May 19, 2016 at 2:07 pm
How backup_start_date and backup_finish_date are calculated? Where is that value taken from?
Wrote the following TSQL query in order to retrieve backup information:
DECLARE @dbnamesysname
DECLARE @dayspastdecimal(4,2)
DECLARE @backupTypechar(1)
SET @dbname = ''
SET @dayspast = 3.5 - .1
SET @backupType = 'D'
SELECT
@@servername [ServerName]
,master.sys.sysdatabases.name [DatabaseName]
,msdb.dbo.backupset.backup_start_date [Backup Start]
,msdb.dbo.backupset.backup_finish_date [Finish DateTime]
,msdb.dbo.backupset.user_name[Login used to Backup]
,CASE
WHEN DATEDIFF(ss, msdb.dbo.backupset.backup_start_date, msdb.dbo.backupset.backup_finish_date)/(24*3600) > 0
THEN CAST(DATEDIFF(ss, msdb.dbo.backupset.backup_start_date, msdb.dbo.backupset.backup_finish_date)/(24*3600) AS nvarchar) + '.'
ELSE ''
END + RIGHT(CONVERT(nvarchar,msdb.dbo.backupset.backup_finish_date - msdb.dbo.backupset.backup_start_date,121),12) AS Duration
,msdb.dbo.backupmediafamily.physical_device_name[File Location]
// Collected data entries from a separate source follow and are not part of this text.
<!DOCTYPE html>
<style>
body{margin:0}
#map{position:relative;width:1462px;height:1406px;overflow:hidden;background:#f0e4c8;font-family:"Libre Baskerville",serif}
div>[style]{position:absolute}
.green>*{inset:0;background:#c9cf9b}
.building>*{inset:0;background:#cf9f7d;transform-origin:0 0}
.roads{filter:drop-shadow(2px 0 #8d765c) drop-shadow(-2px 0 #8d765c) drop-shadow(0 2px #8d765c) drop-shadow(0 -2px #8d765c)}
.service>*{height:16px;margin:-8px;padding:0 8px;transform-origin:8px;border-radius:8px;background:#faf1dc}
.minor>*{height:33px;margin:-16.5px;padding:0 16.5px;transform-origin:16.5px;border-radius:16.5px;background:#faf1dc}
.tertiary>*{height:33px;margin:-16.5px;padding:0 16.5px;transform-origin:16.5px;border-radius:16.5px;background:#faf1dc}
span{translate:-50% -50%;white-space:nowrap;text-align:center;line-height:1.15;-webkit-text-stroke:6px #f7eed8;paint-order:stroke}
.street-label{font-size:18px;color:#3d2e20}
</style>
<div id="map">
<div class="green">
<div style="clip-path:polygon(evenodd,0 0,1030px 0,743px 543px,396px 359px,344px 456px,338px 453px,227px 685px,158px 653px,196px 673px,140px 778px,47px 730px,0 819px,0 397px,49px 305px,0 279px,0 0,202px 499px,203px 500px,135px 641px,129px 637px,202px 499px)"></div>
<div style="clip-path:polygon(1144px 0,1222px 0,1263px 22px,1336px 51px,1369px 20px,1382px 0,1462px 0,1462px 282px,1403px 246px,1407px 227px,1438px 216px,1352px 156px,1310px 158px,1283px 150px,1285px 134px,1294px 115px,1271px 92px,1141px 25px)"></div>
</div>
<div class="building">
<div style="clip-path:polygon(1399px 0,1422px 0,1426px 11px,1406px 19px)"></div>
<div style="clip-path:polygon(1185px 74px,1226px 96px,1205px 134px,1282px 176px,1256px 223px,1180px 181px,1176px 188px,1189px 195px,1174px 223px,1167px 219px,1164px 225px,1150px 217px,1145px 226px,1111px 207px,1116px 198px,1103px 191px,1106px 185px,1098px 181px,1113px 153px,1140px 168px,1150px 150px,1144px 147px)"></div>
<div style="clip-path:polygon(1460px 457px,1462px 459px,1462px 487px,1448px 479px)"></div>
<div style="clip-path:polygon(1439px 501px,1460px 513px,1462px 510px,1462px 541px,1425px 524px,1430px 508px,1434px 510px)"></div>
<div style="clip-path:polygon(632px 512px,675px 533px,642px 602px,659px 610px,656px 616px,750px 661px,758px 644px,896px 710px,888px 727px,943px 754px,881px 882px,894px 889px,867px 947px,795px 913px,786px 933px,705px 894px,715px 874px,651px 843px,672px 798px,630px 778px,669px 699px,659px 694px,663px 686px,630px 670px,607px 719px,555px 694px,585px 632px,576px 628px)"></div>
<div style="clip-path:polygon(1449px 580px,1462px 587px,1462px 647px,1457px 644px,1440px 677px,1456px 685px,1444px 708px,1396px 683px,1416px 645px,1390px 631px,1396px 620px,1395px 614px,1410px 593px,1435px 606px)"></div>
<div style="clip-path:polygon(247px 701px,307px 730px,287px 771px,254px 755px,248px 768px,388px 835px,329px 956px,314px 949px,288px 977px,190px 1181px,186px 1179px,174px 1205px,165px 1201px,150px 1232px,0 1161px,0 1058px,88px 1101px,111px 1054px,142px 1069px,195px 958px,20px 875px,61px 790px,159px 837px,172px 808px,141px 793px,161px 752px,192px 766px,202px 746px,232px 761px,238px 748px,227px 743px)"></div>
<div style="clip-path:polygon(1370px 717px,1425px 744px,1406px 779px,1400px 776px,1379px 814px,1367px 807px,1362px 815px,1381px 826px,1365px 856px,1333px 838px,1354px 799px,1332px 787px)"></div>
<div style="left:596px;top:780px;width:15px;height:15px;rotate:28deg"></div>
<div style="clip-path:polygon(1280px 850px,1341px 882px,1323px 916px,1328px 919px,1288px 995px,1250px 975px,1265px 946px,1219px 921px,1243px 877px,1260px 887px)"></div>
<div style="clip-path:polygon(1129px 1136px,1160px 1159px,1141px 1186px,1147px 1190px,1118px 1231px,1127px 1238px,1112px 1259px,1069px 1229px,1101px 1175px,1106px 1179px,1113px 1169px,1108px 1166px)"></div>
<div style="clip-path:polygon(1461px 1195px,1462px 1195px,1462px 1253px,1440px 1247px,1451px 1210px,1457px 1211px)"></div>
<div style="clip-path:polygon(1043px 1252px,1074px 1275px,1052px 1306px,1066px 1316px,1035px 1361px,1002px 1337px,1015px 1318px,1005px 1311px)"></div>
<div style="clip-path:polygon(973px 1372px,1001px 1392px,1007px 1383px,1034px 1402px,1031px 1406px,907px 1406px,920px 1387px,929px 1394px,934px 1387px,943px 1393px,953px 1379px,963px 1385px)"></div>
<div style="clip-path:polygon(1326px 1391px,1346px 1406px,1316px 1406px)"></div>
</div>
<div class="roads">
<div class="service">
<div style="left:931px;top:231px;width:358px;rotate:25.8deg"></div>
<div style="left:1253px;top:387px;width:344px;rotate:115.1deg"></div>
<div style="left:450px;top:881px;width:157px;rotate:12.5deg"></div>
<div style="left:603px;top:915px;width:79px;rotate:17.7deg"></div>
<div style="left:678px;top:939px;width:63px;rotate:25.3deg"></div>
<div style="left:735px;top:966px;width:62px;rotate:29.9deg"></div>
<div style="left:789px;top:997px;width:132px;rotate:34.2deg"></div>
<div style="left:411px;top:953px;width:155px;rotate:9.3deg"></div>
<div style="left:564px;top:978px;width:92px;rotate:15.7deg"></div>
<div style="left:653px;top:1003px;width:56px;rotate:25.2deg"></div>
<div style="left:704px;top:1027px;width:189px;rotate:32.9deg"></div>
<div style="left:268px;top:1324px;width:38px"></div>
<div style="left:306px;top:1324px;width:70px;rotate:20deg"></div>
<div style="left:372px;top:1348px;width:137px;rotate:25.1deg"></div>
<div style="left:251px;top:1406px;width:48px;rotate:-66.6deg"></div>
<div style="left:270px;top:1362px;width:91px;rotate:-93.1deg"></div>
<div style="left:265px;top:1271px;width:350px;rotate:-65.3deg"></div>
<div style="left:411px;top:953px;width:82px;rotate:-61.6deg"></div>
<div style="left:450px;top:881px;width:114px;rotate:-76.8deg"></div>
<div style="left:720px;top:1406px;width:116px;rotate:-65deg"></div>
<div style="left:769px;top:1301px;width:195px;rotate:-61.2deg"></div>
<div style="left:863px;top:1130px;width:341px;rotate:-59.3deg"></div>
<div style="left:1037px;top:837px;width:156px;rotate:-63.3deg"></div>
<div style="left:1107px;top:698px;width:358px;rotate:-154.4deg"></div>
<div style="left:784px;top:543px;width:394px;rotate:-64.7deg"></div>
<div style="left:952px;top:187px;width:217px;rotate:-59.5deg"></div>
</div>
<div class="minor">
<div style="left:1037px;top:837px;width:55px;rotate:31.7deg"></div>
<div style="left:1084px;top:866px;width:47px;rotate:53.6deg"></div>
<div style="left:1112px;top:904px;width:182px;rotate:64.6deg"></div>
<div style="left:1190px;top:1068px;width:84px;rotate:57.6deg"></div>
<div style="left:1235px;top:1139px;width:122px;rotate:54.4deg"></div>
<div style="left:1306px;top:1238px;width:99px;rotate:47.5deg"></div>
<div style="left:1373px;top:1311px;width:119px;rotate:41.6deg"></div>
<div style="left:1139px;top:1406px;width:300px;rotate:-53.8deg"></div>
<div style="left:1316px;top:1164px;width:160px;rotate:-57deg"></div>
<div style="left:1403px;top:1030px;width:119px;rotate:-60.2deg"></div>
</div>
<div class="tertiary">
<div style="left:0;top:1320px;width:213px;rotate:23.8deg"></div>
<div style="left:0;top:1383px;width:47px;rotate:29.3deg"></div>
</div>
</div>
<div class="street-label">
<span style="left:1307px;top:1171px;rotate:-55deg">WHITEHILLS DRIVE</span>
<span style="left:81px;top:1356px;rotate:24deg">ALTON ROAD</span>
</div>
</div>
,msdb.dbo.backupmediafamily.family_sequence_number[File Sequesnce#]
,msdb.dbo.backupset.position[BackupPosition in File]
,CASE
WHEN msdb.dbo.backupset.type = 'D'
THEN 'FULL'
WHEN msdb.dbo.backupset.type = 'I'
THEN 'Diff'
WHEN msdb.dbo.backupset.type = 'L'
THEN 'Logs'
END [Backup Type]
FROM
msdb.dbo.backupmediafamily,
master.sys.sysdatabases
LEFT OUTER JOIN
msdb.dbo.backupset
ON master.sys.sysdatabases.name = msdb.dbo.backupset.database_name
WHERE msdb.dbo.backupmediafamily.media_set_id = msdb.dbo.backupset.media_set_id
AND msdb.dbo.backupset.backup_start_date > '1/1/2016'
AND msdb.dbo.backupmediafamily.physical_device_name LIKE '{%'
ORDER BY [Finish DateTime] DESC;
It is showing weird strings as file locations, compatible with some SAN's snapshots that, as per our SAN admin, are taking every hour and last 1 seconds. But this does not match msdb info. msdb shows that each backup is taking around 25 seconds to complete.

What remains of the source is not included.